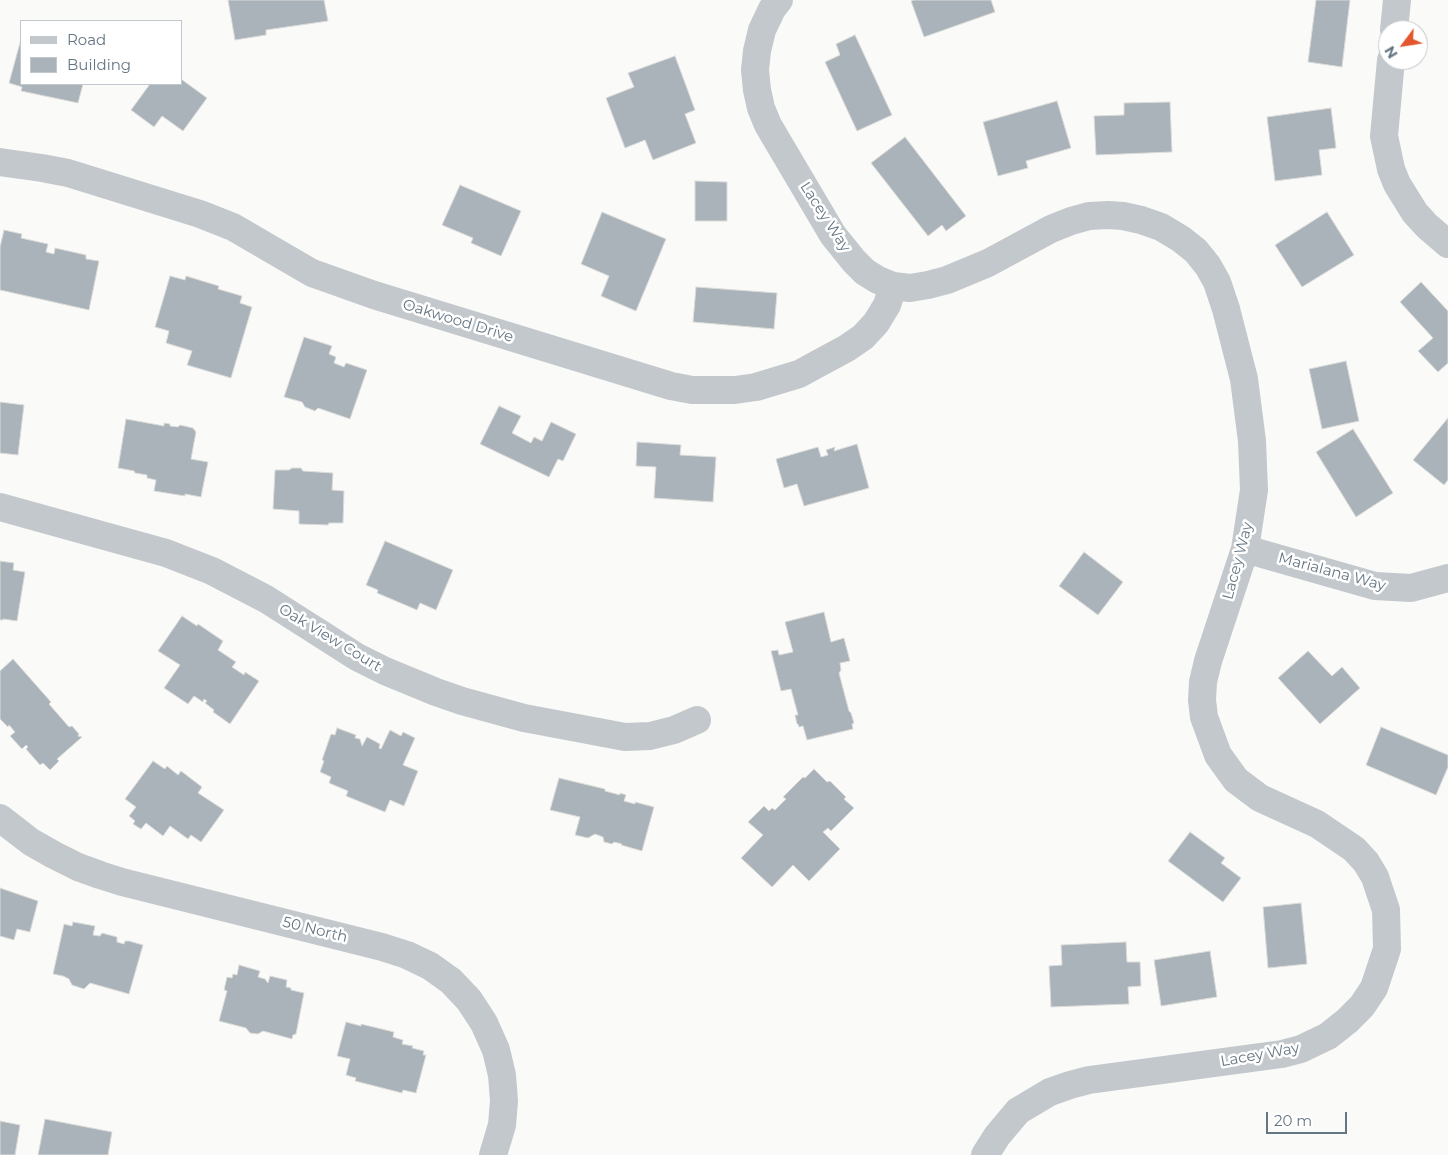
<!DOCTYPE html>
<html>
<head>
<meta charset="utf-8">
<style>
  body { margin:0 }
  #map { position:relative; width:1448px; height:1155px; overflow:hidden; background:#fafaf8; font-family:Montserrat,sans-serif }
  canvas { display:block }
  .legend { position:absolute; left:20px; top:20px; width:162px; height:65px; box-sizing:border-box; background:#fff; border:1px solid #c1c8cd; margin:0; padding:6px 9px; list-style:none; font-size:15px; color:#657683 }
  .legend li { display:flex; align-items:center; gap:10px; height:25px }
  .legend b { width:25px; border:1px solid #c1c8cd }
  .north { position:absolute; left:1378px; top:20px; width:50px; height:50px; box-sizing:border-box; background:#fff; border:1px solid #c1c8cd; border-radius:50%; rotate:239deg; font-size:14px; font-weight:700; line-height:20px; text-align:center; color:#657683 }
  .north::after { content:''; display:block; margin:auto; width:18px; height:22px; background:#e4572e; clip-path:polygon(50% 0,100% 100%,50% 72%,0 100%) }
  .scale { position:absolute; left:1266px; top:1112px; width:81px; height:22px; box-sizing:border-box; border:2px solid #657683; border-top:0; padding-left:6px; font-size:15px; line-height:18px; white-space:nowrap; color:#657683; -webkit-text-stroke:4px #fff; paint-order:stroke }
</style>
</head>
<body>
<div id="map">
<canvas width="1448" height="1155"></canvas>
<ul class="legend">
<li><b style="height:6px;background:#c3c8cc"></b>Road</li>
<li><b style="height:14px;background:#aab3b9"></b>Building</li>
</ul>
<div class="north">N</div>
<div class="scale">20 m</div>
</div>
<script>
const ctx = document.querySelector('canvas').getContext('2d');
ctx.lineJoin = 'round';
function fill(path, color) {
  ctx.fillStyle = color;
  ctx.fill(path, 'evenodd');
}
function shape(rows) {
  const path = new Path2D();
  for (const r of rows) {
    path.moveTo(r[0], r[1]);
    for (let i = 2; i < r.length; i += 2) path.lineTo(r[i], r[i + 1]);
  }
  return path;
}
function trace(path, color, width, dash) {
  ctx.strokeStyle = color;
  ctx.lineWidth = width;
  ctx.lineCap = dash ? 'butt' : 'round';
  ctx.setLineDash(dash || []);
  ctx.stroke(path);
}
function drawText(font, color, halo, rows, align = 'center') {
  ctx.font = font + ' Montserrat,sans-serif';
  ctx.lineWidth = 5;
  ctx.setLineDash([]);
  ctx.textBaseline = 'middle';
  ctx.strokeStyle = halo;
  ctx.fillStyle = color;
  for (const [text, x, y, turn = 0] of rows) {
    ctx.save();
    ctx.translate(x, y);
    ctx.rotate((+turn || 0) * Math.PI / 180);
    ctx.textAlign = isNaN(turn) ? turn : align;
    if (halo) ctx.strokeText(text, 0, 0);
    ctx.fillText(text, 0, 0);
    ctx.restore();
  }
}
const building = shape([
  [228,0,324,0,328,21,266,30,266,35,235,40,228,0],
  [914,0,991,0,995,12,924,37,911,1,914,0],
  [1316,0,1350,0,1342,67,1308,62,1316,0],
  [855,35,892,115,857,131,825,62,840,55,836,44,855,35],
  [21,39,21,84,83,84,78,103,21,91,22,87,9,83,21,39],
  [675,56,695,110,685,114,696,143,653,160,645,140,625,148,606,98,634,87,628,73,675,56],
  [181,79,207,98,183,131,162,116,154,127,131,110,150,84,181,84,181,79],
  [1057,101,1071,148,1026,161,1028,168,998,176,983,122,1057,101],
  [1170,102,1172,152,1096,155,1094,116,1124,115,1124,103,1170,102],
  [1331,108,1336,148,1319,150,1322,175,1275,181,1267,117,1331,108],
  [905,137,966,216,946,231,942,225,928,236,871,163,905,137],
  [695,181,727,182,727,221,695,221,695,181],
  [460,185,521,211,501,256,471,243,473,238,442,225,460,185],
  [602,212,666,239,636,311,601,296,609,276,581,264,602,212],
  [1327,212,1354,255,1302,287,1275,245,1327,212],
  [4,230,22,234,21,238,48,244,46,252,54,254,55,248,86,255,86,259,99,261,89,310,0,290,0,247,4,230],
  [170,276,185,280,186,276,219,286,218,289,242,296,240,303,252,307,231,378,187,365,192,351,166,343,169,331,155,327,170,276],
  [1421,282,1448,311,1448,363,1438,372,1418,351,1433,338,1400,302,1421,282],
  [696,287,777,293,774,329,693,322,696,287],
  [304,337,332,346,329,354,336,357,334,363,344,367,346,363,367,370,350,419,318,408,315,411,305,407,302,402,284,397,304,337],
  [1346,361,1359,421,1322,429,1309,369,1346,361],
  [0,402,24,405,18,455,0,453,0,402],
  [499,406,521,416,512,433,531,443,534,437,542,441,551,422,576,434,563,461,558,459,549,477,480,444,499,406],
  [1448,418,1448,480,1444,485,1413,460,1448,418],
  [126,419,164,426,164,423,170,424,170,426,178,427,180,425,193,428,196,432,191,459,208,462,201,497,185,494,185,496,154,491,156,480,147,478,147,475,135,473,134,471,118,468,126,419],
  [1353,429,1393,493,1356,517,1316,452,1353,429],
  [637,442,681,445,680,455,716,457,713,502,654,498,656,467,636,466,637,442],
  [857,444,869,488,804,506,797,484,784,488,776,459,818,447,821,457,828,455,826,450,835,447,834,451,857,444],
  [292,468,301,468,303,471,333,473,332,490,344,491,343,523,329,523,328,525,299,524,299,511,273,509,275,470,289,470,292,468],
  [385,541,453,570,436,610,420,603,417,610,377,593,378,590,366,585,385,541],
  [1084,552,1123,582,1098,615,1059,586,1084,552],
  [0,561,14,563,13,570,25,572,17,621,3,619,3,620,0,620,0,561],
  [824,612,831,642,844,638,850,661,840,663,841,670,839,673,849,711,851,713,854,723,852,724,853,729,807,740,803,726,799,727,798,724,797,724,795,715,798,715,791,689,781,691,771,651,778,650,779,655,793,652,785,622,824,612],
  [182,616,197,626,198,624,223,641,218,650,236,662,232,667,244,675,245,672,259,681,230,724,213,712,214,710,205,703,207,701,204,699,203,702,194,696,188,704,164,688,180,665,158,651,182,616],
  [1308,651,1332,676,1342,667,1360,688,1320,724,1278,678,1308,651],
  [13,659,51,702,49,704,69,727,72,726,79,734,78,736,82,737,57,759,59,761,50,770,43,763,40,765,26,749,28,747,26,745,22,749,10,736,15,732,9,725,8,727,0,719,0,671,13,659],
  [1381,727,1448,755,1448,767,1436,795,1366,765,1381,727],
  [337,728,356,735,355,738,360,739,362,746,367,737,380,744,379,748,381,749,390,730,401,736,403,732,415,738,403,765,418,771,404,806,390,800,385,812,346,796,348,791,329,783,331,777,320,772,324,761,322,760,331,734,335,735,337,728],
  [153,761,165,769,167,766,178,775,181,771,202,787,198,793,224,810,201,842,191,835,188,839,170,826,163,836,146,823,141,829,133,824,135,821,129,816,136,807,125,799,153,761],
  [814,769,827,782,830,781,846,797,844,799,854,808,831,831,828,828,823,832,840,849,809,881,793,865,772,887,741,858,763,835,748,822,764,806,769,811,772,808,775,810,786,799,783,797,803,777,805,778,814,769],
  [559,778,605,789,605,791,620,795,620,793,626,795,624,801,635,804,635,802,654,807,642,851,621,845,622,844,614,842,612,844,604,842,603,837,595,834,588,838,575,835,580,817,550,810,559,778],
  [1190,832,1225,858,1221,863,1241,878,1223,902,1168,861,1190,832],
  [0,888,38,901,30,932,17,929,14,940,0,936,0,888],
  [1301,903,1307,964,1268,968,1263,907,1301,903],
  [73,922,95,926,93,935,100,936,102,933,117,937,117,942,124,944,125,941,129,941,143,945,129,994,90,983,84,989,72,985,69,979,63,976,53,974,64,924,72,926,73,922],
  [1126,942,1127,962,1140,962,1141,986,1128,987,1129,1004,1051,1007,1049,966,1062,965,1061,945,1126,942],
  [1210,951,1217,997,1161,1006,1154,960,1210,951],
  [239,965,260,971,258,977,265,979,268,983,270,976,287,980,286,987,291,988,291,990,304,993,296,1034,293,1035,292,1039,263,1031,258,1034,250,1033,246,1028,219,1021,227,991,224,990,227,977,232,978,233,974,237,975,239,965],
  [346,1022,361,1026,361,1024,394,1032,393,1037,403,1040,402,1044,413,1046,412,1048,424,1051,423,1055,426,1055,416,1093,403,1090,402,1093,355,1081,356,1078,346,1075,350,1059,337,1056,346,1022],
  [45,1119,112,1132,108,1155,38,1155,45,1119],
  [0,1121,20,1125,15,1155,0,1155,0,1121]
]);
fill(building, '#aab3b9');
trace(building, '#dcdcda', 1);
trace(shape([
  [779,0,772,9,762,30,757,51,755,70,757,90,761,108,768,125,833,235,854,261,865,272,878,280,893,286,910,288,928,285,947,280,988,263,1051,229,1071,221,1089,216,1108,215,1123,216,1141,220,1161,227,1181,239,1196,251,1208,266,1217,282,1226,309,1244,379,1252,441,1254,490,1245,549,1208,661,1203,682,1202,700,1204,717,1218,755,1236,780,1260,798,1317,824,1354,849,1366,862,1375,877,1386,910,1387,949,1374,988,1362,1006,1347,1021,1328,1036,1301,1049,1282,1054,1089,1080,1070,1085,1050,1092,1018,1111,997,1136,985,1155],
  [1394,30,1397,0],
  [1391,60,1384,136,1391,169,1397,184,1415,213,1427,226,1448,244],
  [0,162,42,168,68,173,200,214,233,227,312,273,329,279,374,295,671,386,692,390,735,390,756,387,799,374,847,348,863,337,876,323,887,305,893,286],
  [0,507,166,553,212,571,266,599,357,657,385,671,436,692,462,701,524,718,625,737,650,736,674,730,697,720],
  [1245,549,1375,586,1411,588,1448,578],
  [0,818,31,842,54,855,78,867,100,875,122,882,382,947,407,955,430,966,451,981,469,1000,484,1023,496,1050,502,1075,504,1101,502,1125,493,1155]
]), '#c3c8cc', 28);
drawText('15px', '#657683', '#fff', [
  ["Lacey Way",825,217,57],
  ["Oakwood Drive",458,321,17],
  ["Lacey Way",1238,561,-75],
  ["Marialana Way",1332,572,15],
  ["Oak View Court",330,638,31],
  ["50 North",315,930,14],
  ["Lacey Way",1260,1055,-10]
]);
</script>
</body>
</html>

Your goal: Would you copy out exactly the lines above that start at the one containing "for (const r" and end at the one containing "ctx.lineWidth = width;", inclusive?

Output for this task:
  for (const r of rows) {
    path.moveTo(r[0], r[1]);
    for (let i = 2; i < r.length; i += 2) path.lineTo(r[i], r[i + 1]);
  }
  return path;
}
function trace(path, color, width, dash) {
  ctx.strokeStyle = color;
  ctx.lineWidth = width;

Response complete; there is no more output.